### EXERCISE:
Only one stretch of the data below is wanted: the lines from the one with "function write(font, color, halo, rows, align" through the one with "context.font = font", repeated exactly.

-------------------------

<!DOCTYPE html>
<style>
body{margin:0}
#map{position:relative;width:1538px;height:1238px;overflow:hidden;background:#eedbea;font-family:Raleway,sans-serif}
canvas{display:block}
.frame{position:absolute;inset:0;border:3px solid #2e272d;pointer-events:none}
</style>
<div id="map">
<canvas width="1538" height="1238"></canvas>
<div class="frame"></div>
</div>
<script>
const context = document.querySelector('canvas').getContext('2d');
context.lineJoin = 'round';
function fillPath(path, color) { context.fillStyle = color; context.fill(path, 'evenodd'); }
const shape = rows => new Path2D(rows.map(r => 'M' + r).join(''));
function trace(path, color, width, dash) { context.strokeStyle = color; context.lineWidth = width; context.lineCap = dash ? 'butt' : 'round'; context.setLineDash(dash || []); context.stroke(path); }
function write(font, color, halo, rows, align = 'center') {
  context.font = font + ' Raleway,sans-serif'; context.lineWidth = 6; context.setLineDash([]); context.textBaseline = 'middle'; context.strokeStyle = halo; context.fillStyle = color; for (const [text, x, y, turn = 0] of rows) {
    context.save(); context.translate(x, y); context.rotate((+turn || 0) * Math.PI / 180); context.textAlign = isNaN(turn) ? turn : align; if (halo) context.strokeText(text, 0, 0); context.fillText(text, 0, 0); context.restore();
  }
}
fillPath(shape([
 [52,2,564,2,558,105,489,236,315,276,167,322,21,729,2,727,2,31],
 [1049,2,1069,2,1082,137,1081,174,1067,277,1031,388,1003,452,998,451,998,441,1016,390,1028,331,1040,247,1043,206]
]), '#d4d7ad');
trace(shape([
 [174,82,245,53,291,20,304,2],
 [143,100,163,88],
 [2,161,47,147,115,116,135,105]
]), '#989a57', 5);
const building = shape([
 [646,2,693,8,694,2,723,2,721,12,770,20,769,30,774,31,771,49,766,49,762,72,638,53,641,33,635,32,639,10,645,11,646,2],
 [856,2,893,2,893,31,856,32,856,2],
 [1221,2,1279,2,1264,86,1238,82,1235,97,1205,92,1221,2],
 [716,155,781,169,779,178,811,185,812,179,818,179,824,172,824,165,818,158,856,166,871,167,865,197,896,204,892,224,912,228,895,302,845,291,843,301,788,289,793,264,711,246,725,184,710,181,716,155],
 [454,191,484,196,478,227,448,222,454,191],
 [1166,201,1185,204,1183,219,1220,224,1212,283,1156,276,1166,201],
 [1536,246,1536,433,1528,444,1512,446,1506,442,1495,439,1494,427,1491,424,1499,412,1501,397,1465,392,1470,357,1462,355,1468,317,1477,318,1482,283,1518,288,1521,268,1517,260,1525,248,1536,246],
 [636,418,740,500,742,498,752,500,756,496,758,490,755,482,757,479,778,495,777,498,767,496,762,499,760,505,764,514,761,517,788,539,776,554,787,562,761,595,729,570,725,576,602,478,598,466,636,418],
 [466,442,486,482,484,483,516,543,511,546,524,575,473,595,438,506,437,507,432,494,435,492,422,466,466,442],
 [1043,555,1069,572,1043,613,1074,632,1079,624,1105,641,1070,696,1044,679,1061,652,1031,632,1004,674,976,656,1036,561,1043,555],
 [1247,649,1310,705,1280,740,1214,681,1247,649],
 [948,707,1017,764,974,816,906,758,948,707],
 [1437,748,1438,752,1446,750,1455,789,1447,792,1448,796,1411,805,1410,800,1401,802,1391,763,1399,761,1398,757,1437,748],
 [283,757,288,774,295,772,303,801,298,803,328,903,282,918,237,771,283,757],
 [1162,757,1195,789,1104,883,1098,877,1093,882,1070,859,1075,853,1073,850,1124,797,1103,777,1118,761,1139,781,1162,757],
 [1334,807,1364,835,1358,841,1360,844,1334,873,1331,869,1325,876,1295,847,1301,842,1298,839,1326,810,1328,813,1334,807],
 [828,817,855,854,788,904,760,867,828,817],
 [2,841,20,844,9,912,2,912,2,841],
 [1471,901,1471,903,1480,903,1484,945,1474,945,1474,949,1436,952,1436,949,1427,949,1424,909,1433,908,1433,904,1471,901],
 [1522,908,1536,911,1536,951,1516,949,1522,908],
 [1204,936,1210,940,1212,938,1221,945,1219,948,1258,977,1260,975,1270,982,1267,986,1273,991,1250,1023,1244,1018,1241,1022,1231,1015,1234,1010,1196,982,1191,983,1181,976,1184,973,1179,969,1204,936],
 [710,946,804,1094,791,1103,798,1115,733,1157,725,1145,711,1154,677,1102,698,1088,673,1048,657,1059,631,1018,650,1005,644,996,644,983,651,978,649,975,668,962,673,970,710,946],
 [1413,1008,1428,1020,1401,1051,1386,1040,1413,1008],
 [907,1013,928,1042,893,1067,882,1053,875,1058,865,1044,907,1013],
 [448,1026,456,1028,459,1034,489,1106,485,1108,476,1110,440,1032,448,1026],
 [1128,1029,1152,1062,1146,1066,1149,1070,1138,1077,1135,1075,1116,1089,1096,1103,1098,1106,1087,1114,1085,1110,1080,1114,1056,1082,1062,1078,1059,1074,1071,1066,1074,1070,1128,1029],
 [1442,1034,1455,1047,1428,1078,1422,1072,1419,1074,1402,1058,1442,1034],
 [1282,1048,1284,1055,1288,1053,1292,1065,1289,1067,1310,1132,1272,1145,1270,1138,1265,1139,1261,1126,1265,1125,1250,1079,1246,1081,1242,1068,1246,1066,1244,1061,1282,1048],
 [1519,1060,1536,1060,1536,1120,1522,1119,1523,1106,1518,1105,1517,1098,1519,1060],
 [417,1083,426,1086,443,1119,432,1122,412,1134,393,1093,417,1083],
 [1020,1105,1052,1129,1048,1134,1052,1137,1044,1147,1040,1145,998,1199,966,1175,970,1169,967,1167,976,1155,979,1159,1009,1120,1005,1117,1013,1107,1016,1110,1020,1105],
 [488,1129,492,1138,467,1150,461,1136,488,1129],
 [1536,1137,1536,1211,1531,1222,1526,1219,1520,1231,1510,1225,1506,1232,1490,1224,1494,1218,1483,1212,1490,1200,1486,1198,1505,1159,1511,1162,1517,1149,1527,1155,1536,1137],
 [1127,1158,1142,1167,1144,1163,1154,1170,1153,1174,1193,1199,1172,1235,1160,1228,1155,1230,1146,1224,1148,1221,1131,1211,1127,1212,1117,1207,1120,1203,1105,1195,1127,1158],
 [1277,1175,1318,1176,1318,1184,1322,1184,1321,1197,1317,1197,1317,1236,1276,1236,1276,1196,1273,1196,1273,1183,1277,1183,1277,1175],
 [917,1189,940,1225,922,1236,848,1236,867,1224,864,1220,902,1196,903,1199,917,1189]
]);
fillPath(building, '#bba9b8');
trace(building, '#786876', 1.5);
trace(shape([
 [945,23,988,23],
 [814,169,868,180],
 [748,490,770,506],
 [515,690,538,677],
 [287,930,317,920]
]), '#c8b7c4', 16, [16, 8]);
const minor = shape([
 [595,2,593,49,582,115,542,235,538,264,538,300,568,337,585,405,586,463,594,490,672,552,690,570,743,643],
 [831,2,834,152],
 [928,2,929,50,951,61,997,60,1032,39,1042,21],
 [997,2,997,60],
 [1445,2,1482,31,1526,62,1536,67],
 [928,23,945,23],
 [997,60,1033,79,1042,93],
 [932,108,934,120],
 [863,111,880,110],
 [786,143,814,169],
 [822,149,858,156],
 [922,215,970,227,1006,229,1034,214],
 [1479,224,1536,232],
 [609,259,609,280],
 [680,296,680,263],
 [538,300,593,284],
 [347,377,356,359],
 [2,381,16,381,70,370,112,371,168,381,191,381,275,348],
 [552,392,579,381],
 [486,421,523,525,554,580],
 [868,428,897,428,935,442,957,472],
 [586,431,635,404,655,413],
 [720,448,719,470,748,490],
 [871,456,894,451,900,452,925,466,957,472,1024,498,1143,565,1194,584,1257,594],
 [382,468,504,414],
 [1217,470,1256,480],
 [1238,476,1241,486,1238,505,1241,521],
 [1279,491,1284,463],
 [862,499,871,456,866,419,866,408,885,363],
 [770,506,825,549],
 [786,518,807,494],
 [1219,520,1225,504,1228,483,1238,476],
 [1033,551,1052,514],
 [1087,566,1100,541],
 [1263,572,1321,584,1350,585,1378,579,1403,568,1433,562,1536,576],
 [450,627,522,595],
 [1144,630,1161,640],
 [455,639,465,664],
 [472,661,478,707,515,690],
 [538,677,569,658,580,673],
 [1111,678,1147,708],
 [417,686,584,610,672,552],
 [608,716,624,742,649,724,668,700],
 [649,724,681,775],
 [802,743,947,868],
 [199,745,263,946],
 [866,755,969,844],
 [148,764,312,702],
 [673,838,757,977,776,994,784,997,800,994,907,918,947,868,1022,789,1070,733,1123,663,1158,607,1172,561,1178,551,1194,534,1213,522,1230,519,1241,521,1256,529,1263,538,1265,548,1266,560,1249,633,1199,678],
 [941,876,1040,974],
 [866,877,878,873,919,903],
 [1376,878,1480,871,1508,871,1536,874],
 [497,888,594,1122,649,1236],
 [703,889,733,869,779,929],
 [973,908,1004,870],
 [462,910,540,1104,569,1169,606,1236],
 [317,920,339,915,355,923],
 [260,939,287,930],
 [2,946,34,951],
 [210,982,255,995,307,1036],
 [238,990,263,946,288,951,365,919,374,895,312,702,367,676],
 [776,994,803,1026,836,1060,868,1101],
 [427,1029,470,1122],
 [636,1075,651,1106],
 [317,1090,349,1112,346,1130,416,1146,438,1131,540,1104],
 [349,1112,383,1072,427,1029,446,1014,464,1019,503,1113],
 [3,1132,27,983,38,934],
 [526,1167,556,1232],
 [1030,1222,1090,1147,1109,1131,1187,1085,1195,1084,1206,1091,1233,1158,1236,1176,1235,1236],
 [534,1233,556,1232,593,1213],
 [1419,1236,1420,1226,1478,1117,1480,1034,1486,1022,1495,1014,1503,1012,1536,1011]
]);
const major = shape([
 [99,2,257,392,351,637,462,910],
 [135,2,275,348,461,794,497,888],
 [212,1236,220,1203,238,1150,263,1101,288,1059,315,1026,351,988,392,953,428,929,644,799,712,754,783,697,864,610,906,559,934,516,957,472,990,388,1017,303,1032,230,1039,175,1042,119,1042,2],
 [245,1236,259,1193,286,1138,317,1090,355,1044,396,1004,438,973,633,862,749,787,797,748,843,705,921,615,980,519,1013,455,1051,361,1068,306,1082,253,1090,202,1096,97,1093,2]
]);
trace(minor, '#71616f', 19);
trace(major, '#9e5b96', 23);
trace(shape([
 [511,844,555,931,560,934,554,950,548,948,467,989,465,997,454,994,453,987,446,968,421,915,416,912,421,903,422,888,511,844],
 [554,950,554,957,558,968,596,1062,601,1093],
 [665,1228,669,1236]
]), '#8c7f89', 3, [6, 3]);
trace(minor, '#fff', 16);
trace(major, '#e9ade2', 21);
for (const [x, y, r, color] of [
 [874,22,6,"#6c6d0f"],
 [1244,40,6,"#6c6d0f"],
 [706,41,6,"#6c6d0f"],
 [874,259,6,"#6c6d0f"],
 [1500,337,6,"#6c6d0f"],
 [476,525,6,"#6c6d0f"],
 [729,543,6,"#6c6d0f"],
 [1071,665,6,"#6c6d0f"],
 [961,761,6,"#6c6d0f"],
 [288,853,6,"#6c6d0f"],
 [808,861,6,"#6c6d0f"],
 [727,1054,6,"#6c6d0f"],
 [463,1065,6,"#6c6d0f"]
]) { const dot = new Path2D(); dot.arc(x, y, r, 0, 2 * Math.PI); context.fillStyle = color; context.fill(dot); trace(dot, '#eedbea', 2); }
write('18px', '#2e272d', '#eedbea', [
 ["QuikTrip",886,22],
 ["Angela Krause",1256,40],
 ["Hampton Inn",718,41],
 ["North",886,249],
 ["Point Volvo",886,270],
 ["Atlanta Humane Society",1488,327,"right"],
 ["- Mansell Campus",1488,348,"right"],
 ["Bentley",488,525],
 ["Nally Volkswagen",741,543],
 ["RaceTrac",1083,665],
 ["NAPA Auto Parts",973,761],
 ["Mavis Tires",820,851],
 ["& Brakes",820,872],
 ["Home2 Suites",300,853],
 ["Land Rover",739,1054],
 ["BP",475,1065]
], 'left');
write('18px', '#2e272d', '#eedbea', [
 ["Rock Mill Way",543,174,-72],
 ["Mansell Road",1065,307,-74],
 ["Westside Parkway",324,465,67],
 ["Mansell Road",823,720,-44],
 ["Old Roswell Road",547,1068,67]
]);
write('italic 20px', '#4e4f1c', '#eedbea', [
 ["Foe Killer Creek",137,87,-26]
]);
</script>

-------------------------

### RESPONSE AREA:
function write(font, color, halo, rows, align = 'center') {
  context.font = font + ' Raleway,sans-serif'; context.lineWidth = 6; context.setLineDash([]); context.textBaseline = 'middle'; context.strokeStyle = halo; context.fillStyle = color; for (const [text, x, y, turn = 0] of rows) {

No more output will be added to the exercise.